A common misalignment of phrasing is the use of “you” when speaking of personal experience.

I try to reserve the use of “you” for when I’m actually speaking to a particular individual. Otherwise, I’m more inclined to use neutral or first person phrasing, in acknowledgment of the fact that I am speaking of personal experience.

I understand that this use of “I” may instinctively prompt the one reading it to view the sentiment apart from themselves in a way that they do not relate. Which is fair, maybe it’s not an experience you can relate to. However, when the sentiment is resonant and the barrier between seeing other as separate dissolves… this “I” can be read as personal experience. I see this as a powerful perceptual exercise to practice and one I’d like to leave available, while simultaneously feeling more sincere and honest compared to a constant assumption of “you”.

Contrarily, this assumptive use of “you” can backfire—as I often experience when I read others’ use of this phrasing where the experience doesn’t match my own. I feel defiant in the face of this inaccurate assumption and generalization, proceeding to toss the idea out with the validity of the line of thought the person seems to be operating from.
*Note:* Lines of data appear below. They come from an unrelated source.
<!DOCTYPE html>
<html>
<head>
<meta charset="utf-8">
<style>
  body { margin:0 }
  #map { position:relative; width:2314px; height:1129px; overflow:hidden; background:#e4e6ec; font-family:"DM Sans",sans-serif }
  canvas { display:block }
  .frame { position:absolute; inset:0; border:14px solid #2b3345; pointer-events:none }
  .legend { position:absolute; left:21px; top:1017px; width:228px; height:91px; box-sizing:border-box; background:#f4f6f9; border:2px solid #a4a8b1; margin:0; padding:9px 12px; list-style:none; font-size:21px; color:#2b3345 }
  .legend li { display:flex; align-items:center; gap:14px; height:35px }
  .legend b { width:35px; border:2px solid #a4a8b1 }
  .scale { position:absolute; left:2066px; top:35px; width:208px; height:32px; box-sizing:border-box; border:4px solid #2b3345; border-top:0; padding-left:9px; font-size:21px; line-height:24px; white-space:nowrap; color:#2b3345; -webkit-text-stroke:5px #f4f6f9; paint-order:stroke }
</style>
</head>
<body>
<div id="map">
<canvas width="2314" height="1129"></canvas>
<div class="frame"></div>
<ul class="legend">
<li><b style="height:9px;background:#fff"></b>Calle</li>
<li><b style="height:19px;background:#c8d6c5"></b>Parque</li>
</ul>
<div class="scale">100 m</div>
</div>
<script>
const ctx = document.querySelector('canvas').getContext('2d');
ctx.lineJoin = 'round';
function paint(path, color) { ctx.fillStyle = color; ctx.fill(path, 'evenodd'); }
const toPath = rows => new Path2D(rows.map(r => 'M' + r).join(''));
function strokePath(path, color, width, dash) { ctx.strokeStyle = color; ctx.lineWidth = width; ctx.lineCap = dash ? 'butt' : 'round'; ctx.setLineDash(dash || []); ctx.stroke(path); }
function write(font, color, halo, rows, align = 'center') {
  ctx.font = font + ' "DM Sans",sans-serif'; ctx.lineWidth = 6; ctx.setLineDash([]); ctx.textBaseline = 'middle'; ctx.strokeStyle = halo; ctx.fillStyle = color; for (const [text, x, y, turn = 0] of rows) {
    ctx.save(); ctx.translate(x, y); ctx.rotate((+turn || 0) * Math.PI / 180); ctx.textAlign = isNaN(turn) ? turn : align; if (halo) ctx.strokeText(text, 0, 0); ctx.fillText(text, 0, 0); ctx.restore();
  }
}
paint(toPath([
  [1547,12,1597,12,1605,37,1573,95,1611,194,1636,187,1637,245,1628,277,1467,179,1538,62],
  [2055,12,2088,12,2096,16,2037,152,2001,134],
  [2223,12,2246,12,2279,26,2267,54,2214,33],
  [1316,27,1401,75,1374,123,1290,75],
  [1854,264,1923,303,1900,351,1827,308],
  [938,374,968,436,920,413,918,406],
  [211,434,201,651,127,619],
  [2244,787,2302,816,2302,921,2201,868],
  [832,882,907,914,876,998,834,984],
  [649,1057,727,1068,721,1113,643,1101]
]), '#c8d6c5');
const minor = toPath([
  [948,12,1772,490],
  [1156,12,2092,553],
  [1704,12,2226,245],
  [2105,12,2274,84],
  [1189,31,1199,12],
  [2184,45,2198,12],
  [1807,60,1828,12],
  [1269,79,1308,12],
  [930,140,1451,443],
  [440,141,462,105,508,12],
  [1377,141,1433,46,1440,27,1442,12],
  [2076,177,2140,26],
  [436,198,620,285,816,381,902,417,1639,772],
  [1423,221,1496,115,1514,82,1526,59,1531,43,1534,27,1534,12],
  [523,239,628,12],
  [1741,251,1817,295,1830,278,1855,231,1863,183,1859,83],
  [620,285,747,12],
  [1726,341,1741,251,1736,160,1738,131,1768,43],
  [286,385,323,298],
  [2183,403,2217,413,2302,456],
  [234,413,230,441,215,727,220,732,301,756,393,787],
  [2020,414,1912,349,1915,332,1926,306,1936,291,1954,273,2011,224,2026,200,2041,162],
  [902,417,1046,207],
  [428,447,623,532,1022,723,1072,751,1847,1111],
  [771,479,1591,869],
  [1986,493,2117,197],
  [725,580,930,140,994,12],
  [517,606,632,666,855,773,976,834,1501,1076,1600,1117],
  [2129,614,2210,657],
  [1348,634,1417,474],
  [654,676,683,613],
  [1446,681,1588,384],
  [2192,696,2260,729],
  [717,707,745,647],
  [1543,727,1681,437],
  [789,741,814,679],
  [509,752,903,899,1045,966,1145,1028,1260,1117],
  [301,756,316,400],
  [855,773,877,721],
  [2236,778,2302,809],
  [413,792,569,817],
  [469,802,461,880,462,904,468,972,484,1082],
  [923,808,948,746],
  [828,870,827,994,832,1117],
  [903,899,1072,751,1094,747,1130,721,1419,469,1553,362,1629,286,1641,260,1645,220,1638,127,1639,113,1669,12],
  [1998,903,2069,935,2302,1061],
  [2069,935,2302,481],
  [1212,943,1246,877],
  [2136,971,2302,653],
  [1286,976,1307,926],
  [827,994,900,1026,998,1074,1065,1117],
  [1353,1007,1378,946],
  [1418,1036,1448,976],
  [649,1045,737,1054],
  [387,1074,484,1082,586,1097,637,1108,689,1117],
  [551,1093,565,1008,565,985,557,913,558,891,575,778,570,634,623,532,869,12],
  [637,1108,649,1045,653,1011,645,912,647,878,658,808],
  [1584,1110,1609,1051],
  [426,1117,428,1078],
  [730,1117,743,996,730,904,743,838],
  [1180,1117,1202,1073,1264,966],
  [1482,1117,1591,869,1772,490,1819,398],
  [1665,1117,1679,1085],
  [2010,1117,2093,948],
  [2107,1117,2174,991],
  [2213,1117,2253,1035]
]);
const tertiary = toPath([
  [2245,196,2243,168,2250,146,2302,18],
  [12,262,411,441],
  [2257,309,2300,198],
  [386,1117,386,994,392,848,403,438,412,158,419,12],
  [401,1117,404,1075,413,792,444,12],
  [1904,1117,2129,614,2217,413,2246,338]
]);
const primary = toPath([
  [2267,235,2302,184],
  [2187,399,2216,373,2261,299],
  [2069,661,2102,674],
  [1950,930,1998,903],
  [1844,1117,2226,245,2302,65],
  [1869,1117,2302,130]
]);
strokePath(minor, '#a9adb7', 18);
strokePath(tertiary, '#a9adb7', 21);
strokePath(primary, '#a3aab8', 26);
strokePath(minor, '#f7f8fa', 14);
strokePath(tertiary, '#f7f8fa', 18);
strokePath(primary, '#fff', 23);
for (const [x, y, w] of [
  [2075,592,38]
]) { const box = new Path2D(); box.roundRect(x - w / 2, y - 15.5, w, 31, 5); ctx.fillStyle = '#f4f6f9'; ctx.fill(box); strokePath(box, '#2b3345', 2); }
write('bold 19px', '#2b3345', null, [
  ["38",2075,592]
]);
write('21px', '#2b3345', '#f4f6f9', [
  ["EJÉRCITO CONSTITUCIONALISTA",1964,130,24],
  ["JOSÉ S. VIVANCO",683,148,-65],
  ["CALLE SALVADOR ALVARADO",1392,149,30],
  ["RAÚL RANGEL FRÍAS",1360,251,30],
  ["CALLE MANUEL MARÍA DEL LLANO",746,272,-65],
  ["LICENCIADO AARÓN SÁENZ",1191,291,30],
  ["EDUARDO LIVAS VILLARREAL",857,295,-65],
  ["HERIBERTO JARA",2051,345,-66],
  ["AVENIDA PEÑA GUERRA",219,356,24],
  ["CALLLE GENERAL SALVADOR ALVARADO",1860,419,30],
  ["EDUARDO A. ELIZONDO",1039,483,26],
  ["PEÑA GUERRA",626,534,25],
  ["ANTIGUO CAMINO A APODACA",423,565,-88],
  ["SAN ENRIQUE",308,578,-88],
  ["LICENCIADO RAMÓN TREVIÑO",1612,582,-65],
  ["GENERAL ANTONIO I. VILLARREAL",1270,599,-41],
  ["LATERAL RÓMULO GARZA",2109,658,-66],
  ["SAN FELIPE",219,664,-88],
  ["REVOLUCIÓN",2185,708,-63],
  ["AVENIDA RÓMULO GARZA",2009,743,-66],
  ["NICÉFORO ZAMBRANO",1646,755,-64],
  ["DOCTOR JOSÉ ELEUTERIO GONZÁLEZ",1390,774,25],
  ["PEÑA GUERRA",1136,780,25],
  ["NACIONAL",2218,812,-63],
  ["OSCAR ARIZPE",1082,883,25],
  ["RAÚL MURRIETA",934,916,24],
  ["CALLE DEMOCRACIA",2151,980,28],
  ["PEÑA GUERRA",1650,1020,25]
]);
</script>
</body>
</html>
Likewise, I’m willing to use language which matches my extent of felt certainty (“I think”, “It seems”…). I’ve seen advice to abstain from using such phrasing with the intention to communicate more convincingly... However, I personally lose confidence in people I see making statements of absolute certainty—overlooking a gap of unknown unknowns. I’m also not interested in trying to trick someone into trusting me. I’d rather actually be honest—consequentially, creating instances of what that actually looks like. It may very well be passed on in the moment and many moments after, but hindsight develops clarity as the future cultivates sense of the past.